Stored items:
━━━━━━
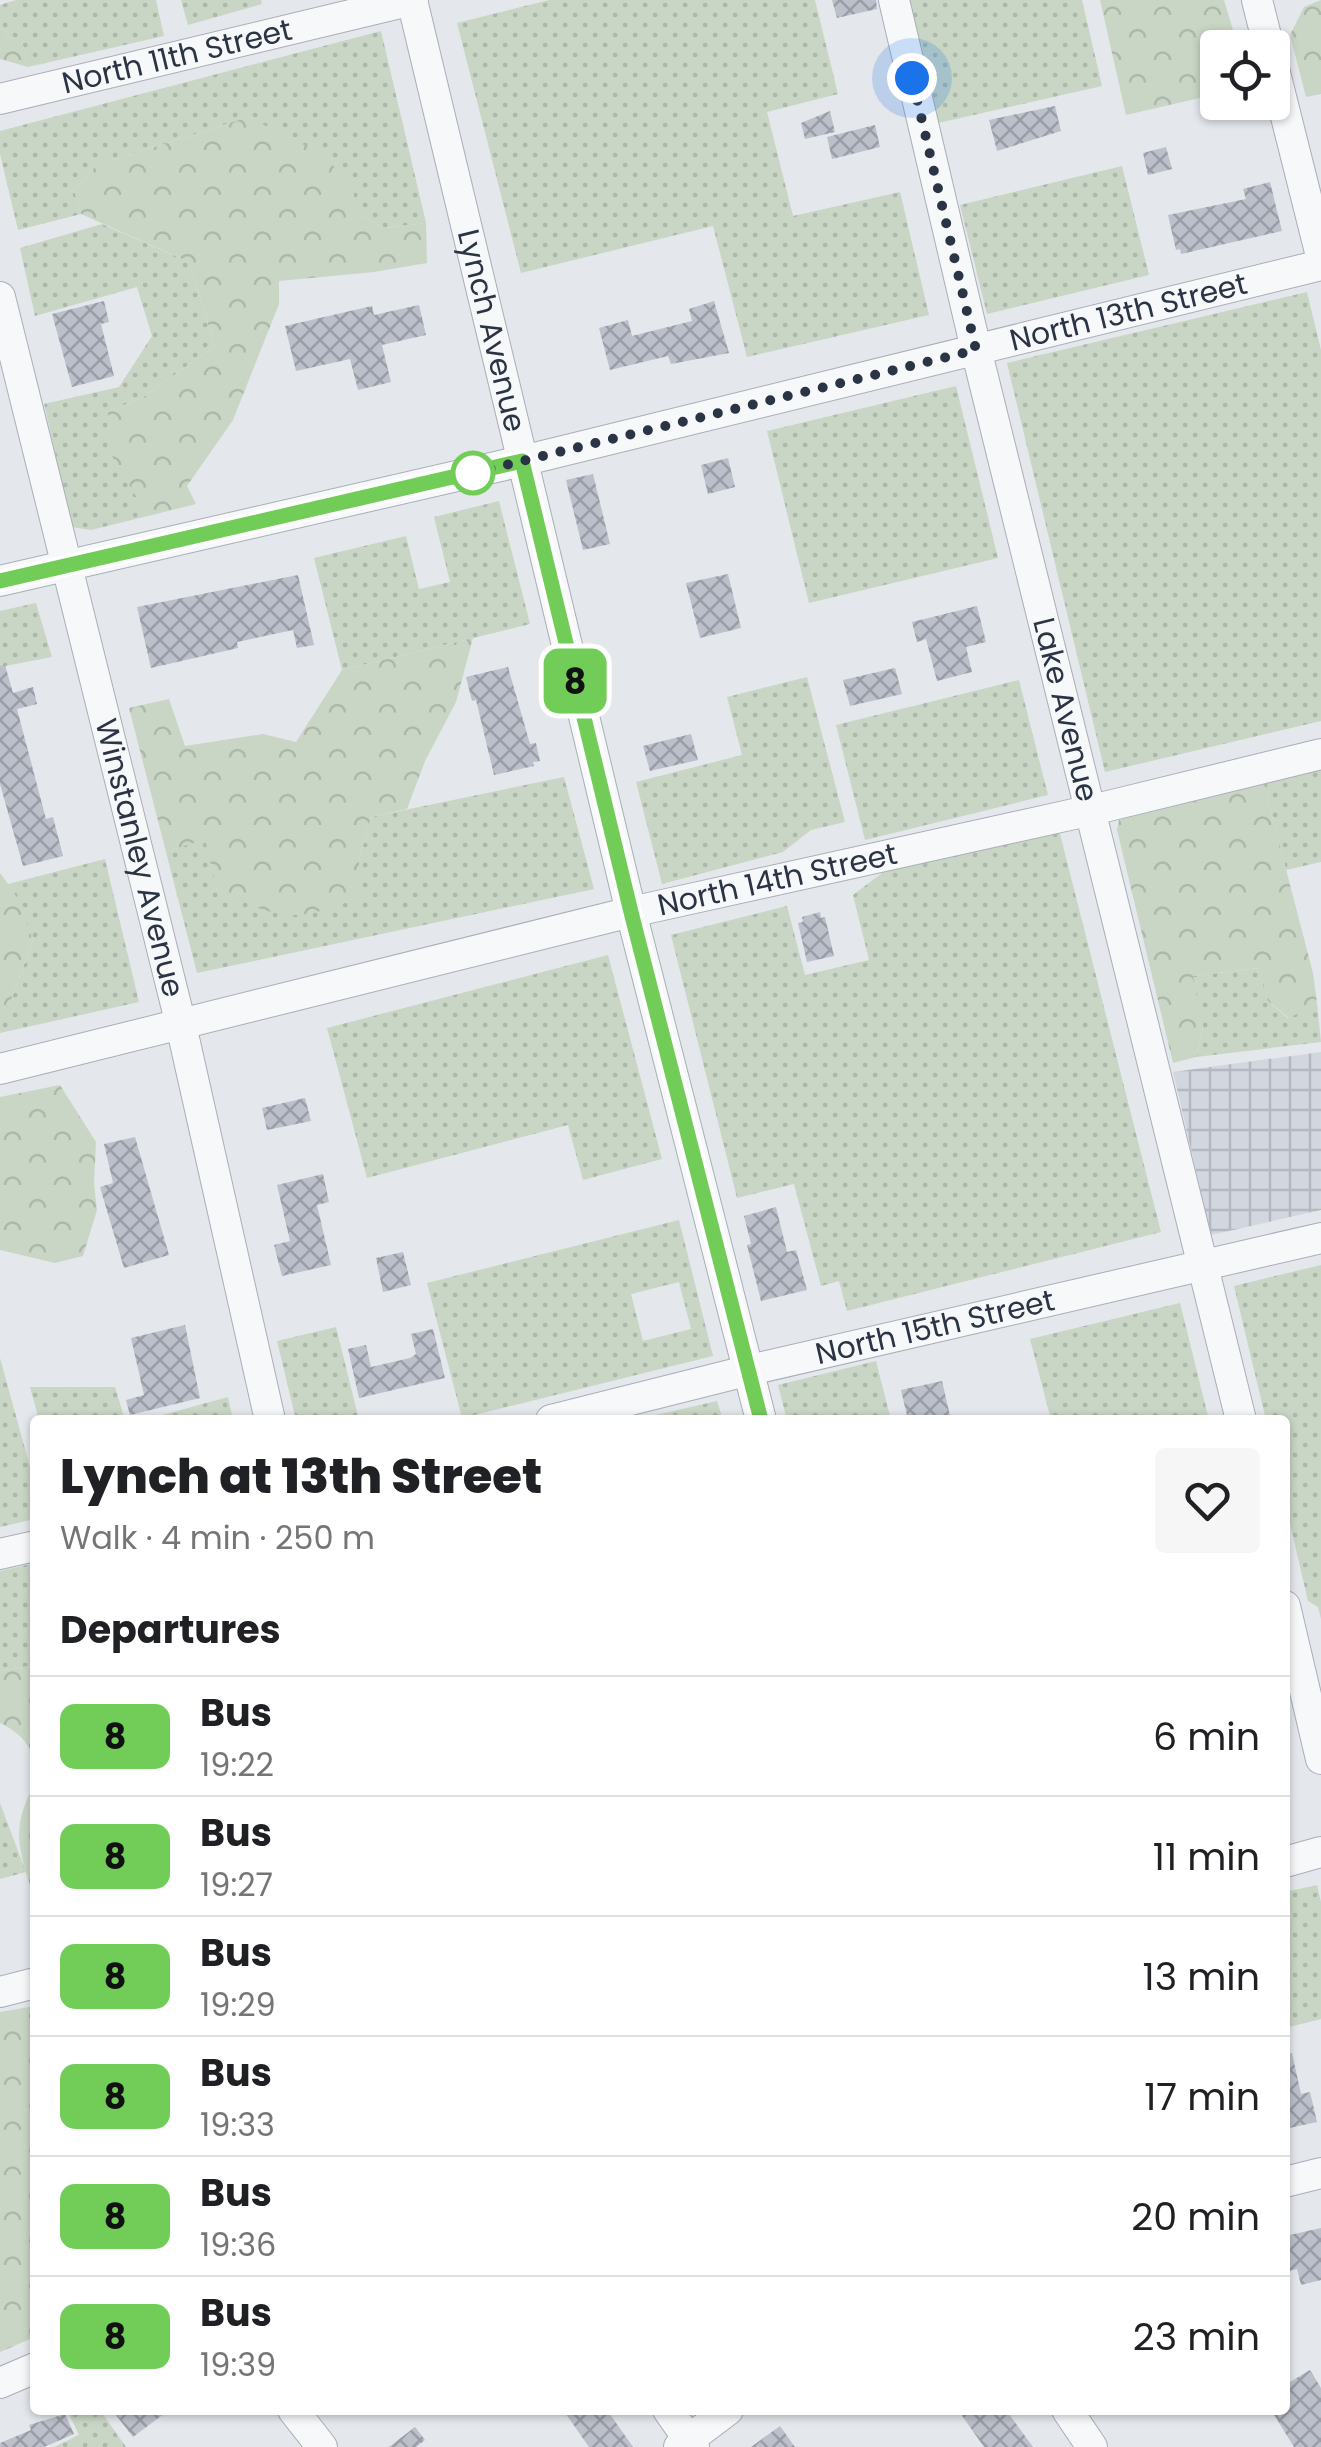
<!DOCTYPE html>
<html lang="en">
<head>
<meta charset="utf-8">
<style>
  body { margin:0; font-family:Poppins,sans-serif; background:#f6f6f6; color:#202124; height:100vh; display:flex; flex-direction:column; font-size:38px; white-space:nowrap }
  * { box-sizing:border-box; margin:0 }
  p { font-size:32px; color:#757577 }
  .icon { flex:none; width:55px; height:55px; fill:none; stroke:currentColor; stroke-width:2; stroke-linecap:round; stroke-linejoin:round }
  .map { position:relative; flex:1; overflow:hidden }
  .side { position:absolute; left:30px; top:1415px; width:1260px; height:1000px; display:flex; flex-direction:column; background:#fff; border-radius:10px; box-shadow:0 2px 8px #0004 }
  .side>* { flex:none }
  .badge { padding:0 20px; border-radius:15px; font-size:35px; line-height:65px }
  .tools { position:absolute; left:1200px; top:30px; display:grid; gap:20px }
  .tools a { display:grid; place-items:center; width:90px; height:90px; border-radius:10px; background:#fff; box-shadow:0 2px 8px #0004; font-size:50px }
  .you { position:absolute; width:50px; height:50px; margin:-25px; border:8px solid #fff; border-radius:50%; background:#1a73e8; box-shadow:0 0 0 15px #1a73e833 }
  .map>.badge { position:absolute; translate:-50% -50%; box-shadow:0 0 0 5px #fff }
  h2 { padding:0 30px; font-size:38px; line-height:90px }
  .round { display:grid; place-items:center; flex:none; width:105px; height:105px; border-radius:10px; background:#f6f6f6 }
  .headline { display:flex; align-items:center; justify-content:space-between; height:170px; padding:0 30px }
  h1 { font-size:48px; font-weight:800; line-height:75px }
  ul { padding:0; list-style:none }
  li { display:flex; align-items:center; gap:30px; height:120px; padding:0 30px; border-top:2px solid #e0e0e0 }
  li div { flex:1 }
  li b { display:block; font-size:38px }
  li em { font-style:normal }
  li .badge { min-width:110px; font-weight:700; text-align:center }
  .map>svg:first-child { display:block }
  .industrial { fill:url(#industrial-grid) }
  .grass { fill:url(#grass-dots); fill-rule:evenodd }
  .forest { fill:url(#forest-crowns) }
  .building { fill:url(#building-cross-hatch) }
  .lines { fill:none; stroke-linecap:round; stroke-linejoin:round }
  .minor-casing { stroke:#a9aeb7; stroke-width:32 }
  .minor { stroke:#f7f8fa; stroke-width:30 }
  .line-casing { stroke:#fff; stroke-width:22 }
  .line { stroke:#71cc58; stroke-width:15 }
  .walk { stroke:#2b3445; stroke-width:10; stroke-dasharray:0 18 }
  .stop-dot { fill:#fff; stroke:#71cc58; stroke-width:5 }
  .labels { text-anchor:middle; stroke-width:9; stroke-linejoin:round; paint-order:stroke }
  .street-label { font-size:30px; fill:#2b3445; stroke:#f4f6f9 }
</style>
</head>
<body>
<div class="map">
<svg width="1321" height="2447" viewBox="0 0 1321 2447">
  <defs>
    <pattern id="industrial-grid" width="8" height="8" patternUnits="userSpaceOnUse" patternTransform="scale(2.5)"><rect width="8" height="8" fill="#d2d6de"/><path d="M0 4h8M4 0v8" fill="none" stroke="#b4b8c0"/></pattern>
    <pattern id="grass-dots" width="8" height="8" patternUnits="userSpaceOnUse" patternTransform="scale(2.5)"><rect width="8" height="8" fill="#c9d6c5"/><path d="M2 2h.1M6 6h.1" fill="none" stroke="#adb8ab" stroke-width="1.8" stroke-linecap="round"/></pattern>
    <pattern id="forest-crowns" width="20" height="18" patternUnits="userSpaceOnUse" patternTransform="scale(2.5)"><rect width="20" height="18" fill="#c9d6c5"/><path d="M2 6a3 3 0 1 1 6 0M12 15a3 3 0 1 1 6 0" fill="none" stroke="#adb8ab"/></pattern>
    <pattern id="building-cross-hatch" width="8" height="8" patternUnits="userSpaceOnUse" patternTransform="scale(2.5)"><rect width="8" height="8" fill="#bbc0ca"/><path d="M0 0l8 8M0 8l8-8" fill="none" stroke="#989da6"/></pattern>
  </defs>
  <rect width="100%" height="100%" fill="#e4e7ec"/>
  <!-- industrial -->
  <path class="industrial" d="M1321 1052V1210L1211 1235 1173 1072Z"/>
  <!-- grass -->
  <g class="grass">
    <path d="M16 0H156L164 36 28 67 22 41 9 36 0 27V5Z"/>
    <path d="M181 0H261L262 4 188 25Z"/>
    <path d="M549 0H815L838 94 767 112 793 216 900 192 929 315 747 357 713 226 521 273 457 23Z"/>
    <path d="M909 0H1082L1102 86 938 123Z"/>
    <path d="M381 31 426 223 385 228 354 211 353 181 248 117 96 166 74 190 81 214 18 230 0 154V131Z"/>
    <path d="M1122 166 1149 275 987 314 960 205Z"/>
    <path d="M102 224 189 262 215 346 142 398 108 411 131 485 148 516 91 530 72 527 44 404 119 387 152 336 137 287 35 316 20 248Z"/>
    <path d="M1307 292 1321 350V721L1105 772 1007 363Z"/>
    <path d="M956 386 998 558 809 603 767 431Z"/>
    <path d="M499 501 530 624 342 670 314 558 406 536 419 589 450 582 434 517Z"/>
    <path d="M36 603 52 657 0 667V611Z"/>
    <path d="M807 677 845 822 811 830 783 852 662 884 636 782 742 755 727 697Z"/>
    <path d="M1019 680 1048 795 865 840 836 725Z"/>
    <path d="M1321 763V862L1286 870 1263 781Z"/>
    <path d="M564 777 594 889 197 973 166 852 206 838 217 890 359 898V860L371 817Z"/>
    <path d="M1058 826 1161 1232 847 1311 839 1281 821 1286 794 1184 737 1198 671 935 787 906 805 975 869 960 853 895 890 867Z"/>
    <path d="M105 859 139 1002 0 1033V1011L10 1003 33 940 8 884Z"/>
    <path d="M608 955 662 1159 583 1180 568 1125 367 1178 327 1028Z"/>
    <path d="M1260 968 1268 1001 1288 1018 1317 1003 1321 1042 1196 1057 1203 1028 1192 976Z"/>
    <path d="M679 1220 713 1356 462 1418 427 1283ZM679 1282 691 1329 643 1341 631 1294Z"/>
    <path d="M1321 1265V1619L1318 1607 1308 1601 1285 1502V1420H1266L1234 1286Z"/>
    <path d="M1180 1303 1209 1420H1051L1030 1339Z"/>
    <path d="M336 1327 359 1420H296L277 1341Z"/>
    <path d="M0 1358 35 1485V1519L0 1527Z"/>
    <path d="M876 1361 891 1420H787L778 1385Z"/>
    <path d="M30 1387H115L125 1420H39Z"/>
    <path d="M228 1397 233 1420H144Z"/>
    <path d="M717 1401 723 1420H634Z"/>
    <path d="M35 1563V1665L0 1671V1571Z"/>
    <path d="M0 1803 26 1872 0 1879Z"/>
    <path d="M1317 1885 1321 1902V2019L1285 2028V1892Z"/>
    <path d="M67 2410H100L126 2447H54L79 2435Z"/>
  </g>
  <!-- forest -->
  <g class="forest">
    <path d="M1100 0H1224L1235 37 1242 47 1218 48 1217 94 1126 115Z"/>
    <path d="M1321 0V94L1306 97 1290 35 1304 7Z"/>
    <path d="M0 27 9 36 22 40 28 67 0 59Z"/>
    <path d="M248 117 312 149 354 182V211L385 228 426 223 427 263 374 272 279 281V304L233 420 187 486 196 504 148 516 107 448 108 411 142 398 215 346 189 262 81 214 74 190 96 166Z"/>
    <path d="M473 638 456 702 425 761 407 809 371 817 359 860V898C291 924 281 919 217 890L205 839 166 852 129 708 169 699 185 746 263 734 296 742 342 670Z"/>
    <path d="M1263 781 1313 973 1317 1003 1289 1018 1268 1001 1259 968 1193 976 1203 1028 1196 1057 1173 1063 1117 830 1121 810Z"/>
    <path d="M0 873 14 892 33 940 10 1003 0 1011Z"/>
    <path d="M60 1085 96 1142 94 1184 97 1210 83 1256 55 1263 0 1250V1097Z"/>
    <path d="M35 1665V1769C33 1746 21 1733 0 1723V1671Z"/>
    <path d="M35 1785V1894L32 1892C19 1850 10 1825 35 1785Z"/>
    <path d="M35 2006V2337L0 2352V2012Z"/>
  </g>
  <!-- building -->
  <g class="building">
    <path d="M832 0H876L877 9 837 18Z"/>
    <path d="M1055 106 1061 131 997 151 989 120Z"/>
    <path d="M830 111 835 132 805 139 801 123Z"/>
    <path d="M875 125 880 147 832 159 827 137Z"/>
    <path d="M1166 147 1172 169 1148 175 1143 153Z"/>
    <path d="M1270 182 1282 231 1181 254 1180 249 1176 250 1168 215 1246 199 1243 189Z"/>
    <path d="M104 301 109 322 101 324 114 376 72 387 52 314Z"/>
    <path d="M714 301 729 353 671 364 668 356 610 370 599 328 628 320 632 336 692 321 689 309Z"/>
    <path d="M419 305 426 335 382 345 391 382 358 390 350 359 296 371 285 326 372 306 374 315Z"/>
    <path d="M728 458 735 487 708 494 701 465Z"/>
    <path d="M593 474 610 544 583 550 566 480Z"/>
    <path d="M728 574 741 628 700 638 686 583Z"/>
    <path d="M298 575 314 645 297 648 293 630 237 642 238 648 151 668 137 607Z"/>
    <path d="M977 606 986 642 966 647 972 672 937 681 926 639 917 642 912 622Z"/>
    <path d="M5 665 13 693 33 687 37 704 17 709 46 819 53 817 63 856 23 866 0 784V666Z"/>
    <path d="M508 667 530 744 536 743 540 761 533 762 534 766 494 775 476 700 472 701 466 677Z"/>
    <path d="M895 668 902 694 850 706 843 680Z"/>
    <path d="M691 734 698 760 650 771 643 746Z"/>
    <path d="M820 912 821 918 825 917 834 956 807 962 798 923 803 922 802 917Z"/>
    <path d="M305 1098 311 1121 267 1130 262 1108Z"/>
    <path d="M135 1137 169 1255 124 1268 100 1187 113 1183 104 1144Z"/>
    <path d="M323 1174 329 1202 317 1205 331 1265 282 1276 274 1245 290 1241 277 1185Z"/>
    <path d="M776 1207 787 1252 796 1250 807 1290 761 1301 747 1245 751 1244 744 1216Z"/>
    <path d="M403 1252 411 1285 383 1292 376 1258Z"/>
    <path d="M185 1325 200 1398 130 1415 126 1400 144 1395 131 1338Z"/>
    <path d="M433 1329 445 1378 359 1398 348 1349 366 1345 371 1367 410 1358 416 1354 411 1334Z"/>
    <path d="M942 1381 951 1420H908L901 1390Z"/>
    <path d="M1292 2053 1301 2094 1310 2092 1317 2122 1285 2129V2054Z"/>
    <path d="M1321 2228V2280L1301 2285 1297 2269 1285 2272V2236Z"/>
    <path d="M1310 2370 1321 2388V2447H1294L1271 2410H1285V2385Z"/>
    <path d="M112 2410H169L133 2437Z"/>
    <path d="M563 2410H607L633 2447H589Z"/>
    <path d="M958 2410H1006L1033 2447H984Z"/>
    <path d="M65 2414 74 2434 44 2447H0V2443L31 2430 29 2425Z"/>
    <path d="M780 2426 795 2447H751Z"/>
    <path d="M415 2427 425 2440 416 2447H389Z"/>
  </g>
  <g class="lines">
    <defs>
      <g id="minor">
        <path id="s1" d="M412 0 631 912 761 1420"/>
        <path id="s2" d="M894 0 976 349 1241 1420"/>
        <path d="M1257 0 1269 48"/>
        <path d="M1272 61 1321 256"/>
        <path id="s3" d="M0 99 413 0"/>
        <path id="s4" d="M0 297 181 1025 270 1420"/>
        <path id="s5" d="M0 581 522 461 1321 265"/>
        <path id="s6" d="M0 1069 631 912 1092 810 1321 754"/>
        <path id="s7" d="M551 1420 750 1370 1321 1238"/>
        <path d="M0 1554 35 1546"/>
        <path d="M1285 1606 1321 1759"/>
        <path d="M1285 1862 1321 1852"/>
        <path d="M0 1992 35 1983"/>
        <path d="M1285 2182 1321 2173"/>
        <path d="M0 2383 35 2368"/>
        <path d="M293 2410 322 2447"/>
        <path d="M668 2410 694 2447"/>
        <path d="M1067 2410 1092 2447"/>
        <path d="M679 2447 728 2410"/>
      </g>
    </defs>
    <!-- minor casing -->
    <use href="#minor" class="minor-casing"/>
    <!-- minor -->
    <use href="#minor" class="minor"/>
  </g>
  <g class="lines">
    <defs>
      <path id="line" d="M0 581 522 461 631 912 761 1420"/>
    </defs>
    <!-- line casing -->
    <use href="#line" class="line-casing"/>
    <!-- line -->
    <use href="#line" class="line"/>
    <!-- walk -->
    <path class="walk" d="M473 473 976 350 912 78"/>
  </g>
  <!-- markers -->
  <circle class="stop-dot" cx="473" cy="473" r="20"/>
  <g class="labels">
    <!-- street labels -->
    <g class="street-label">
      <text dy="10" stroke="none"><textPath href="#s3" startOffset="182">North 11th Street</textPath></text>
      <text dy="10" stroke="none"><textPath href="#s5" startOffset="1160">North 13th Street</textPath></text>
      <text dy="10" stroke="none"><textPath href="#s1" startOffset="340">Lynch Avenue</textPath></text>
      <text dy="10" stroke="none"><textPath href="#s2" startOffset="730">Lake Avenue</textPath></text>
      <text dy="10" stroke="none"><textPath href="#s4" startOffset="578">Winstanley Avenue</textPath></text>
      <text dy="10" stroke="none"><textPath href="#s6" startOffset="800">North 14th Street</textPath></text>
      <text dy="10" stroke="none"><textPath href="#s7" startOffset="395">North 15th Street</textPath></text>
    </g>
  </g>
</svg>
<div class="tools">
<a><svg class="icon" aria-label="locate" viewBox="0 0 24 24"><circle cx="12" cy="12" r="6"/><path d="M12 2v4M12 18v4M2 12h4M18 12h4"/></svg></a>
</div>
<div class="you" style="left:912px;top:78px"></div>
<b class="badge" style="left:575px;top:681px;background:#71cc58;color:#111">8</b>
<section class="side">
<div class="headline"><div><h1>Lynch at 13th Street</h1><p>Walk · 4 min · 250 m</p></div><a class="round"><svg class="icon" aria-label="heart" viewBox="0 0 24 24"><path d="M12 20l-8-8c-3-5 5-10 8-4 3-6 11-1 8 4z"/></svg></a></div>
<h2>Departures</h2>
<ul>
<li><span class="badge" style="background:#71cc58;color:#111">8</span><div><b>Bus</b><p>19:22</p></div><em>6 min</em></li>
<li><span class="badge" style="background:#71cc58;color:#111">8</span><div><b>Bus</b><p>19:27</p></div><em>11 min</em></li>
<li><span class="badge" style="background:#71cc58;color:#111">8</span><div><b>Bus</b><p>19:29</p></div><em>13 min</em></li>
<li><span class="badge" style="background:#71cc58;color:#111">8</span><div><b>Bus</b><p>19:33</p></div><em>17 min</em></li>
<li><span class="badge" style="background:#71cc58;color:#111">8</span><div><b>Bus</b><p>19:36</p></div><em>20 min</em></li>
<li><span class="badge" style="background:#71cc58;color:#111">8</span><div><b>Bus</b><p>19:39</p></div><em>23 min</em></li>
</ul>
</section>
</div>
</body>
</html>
━━━━━━
Assignment
Restate exactly, please, only the lines between the start of the data and the line containing "padding:0 30px; font-size:38px;", both ends included, skipping the pictures.

Expected output
<!DOCTYPE html>
<html lang="en">
<head>
<meta charset="utf-8">
<style>
  body { margin:0; font-family:Poppins,sans-serif; background:#f6f6f6; color:#202124; height:100vh; display:flex; flex-direction:column; font-size:38px; white-space:nowrap }
  * { box-sizing:border-box; margin:0 }
  p { font-size:32px; color:#757577 }
  .icon { flex:none; width:55px; height:55px; fill:none; stroke:currentColor; stroke-width:2; stroke-linecap:round; stroke-linejoin:round }
  .map { position:relative; flex:1; overflow:hidden }
  .side { position:absolute; left:30px; top:1415px; width:1260px; height:1000px; display:flex; flex-direction:column; background:#fff; border-radius:10px; box-shadow:0 2px 8px #0004 }
  .side>* { flex:none }
  .badge { padding:0 20px; border-radius:15px; font-size:35px; line-height:65px }
  .tools { position:absolute; left:1200px; top:30px; display:grid; gap:20px }
  .tools a { display:grid; place-items:center; width:90px; height:90px; border-radius:10px; background:#fff; box-shadow:0 2px 8px #0004; font-size:50px }
  .you { position:absolute; width:50px; height:50px; margin:-25px; border:8px solid #fff; border-radius:50%; background:#1a73e8; box-shadow:0 0 0 15px #1a73e833 }
  .map>.badge { position:absolute; translate:-50% -50%; box-shadow:0 0 0 5px #fff }
  h2 { padding:0 30px; font-size:38px; line-height:90px }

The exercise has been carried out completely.